Since samples are pooled after the first round of indexing (N5 ligation), only the N5 ligation indices will differ across samples. For the remaining sets of indices include all used barcodes for every sample. See samplesheets and below for examples.
For example, if sample_1 was layed out in wells A1-A4 for the initial round of indexing, and sample 2 was layed out in wells B1-B4, your samplesheet could be as follows, where the sample position is specified by the column-ordered N5 indices.
sample_id ranges
sample_1 1-384:1-48:1-32:1,9,17,25,97,105,113,121,193,201,209,217,289,297,305,313
sample_2 1-384:1-48:1-32:2,10,18,26,98,106,114,122,194,202,210,218,290,298,306,314
python barcode_correct_sciatac.py \
--samplesheet <SAMPLESHEET_PATH> \
-1 <(zcat <READ1_FASTQ_GZIPPED>) \
-2 <(zcat <READ2_FASTQ_GZIPPED>) \
--output1_prefix r1. \
--output2_prefix r2. \
--stats_out <OUTPUT_STATS_JSON> \
--wells_384
Here we provide the samplesheet described above (for this script and not the placeholder for bcl2fastq), the two fastq files for R1 and R2 via process substitution (<()), a prefix for the output r1 and r2 files (defaults are the values specified above), a JSON file that will be written to provide output stats about barcode correction, a flag to specify that the barcode set we are using is the 384 well set used for fetal samples in the paper. You may optionally provide the flag -X if the run was on a NextSeq or similar where some of the barcodes will need to be reverse complemented and retrieved differently. Note that that provided test data is in the NextSeq format, so you will need to add this flag for the indices to be read in the correct orientation.

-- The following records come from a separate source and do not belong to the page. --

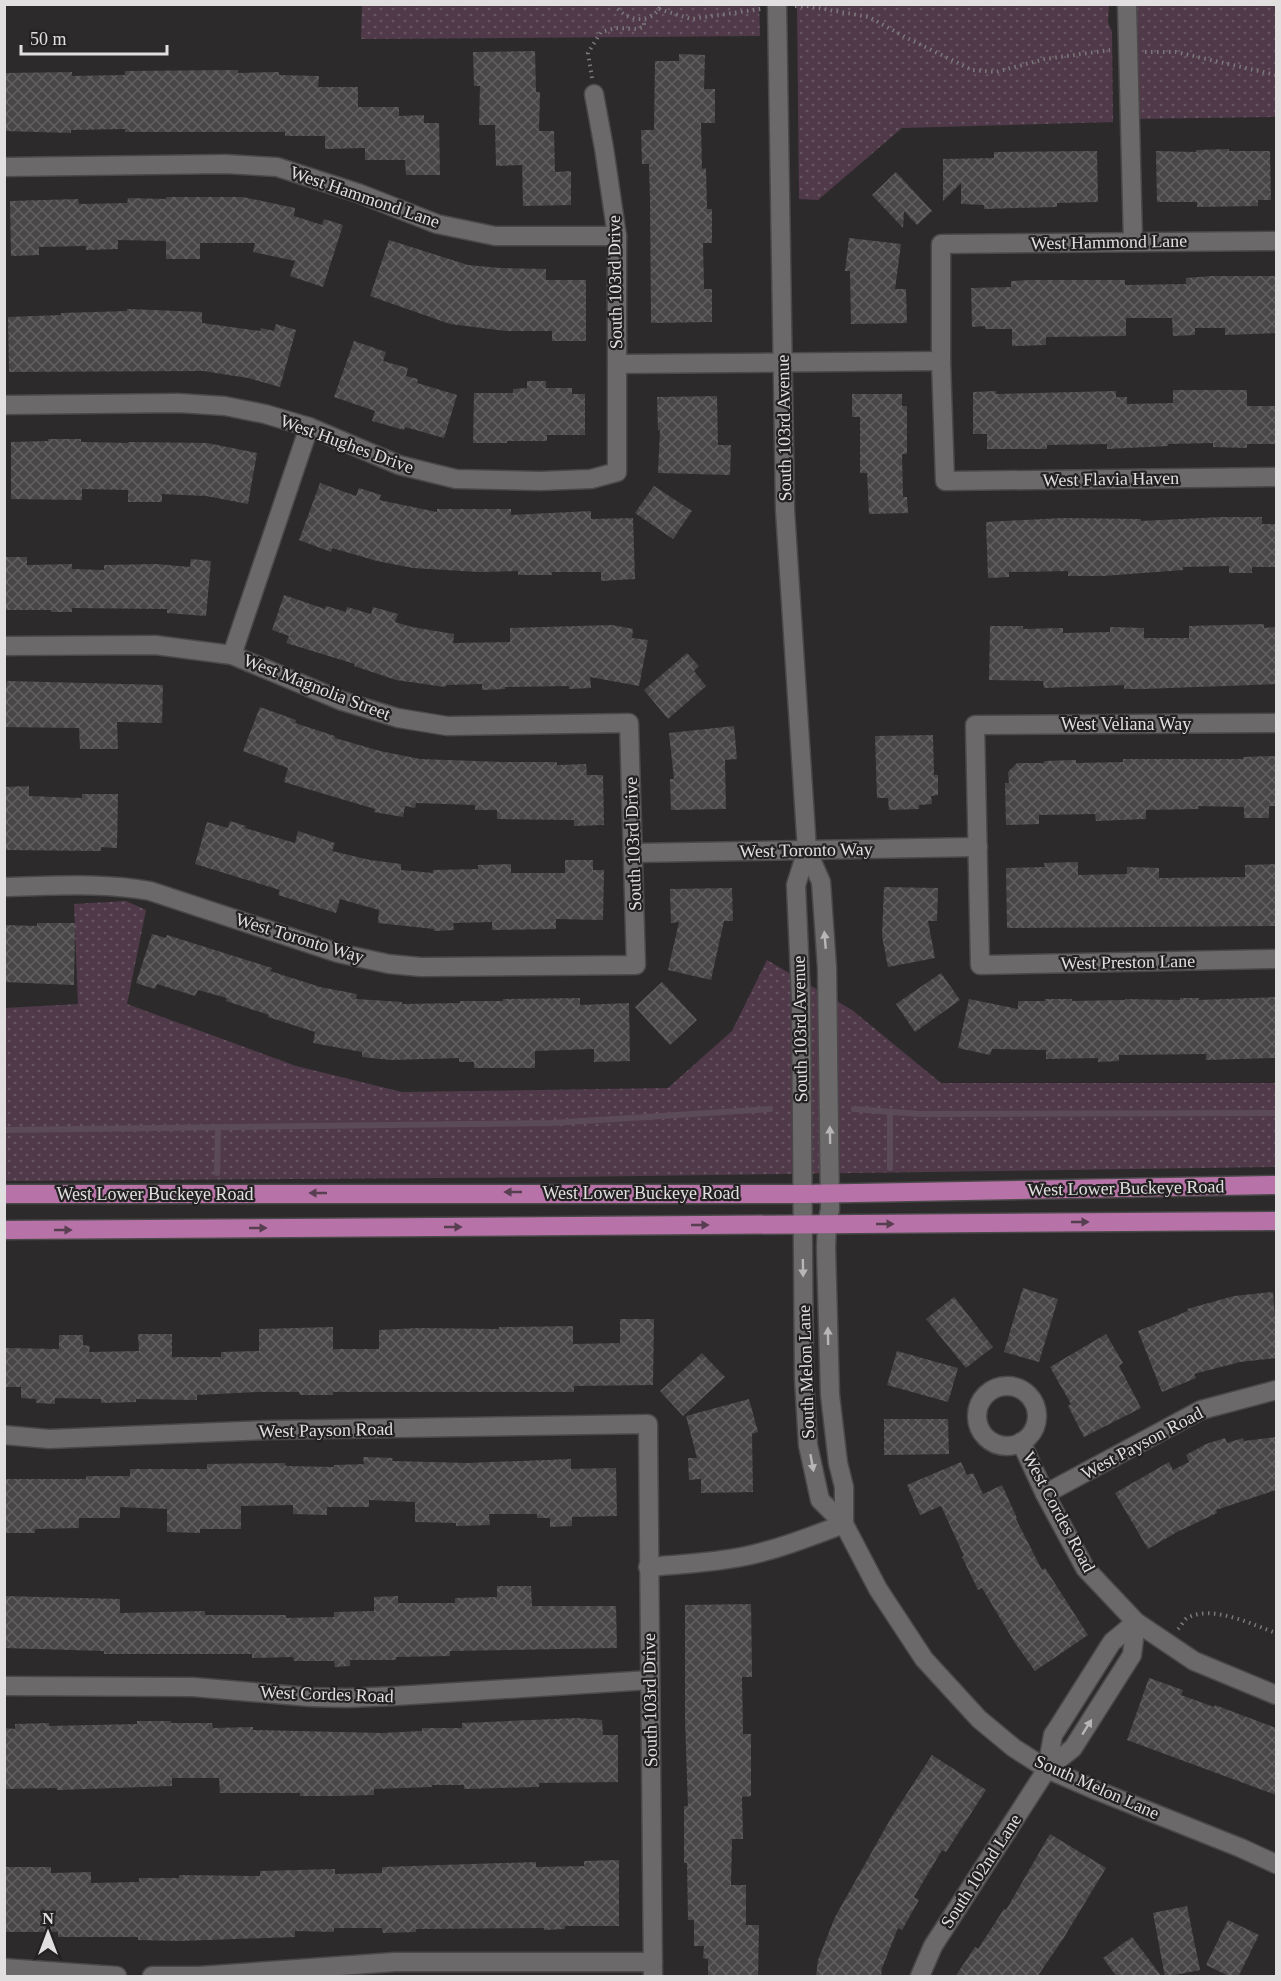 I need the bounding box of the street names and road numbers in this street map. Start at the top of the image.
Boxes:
street label: West Hammond Lane [288,162,442,232]
street label: South 103rd Drive [604,215,626,349]
street label: West Hammond Lane [1031,231,1187,253]
street label: South 103rd Avenue [773,354,795,501]
street label: West Hughes Drive [278,411,416,477]
street label: West Flavia Haven [1043,468,1179,490]
street label: West Magnolia Street [241,650,393,724]
street label: West Veliana Way [1061,714,1191,734]
street label: South 103rd Drive [621,777,645,911]
street label: West Toronto Way [739,839,873,861]
street label: West Toronto Way [233,909,367,967]
street label: West Preston Lane [1061,951,1195,973]
street label: South 103rd Avenue [789,955,811,1102]
street label: West Lower Buckeye Road [1027,1176,1225,1200]
street label: West Lower Buckeye Road [543,1183,740,1203]
street label: West Lower Buckeye Road [57,1184,254,1204]
street label: South Melon Lane [794,1305,818,1439]
street label: West Payson Road [1078,1403,1206,1483]
street label: West Payson Road [259,1419,393,1441]
street label: West Cordes Road [1019,1448,1099,1576]
street label: South 103rd Drive [639,1633,661,1767]
street label: West Cordes Road [260,1682,394,1706]
street label: South Melon Lane [1032,1751,1162,1823]
street label: South 102nd Lane [937,1810,1025,1932]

The script could be modified to accept file names directly rather than the contents via process substitution -- we found this implementation to be somewhat faster and more flexible for executing small tests (e.g. could modify to use -1 <(zcat <READ1_FASTQ_GZIPPED> | head -10000) to run on small subset).

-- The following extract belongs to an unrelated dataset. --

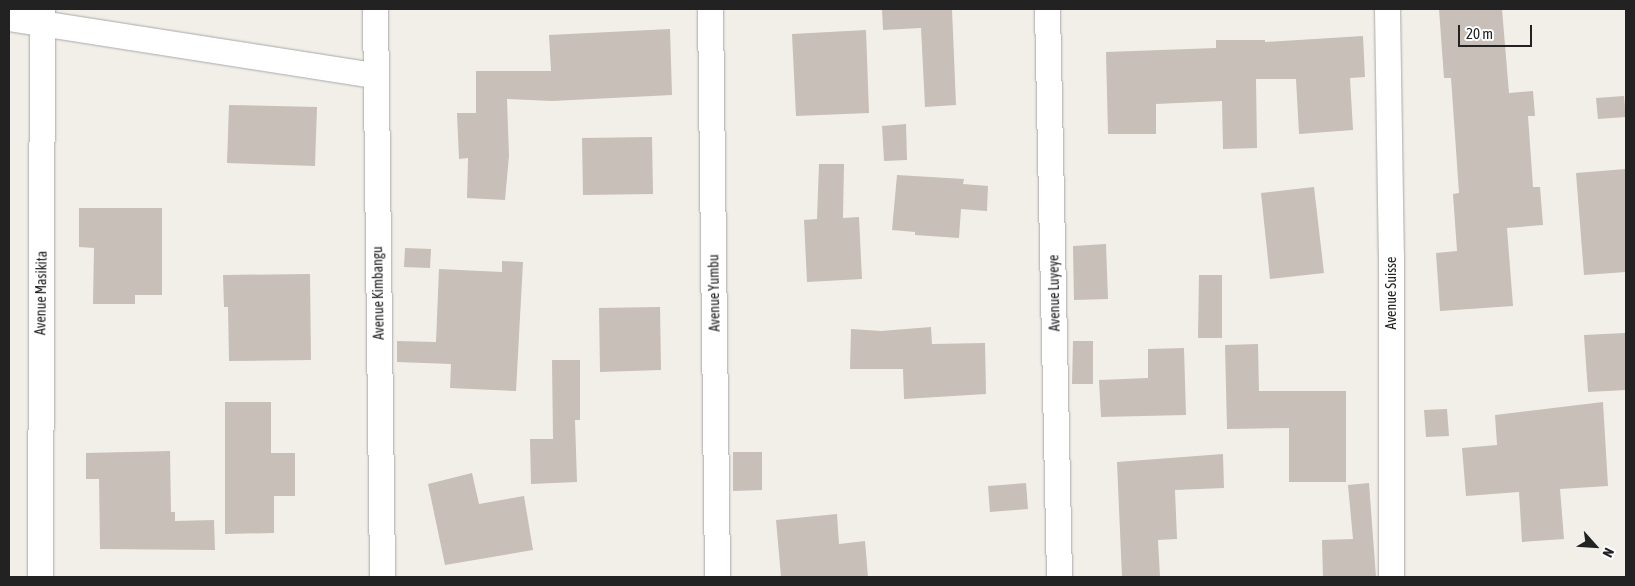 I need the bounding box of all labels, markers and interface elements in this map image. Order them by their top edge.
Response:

In practice we also ran this script using pypy internally and found it to be much faster.
See python barcode_correct_sciatac.py --help for more script documentation.
We output a JSON file that looks roughly like the following:
{
"pcr_i5": 0.96239,
"pcr_i7": 0.93147,
"tagmentation_i5": 0.9806,
"tagmentation_i7": 0.95688,
"all_barcodes": 0.89864,
"total_input_reads": 100000,
"total_not_specified_in_samplesheet": 0
}
Where we note the total number of input reads, the fraction with valid barcode assignments for each portion of the combinatorial cell barcode, and the fraction with a valid overall cell barcode assignment (valid assignment for all parts; all_barcodes).
It will also output a pair of fastq files (r1 and r2) for each sample noted in the provided samplesheet. For example, if your samplesheet includes a sample named sample_70_lung, it would output r1.sample_70_lung.fastq.gz and r2.sample_70_lung.fastq.gz given the command above. These files are output uncompressed and then gzipped at the end, which we found to be faster than directly writing gzipped output at the expense of more disk usage. You could modify the script to directly write gzipped output, use alternate compression tools like pigz, or parallelize the compression step of this script as needed.
In addition, we provide small test fastqs (Undetermined_R1_for_test.fastq.gz and Undetermined_R2_for_test.fastq.gz) which allow you to test the demux script on a smaller subset of 100000 reads (the appropriate samplesheet for these files is provided as samplesheet_test_demux.txt).
As mentioned above, there are already well-supported tools for processing scATAC-seq data such as SnapATAC. After demultiplexing we recommend that you utilize an available tool to generate count matrices, etc.
Tools like SnapATAC as well as Signac (which integrates very nicely with existing Seurat workflows) also now offer excellent support for downstream analysis like visualization, dimensionality reduction, clustering, annotation, etc.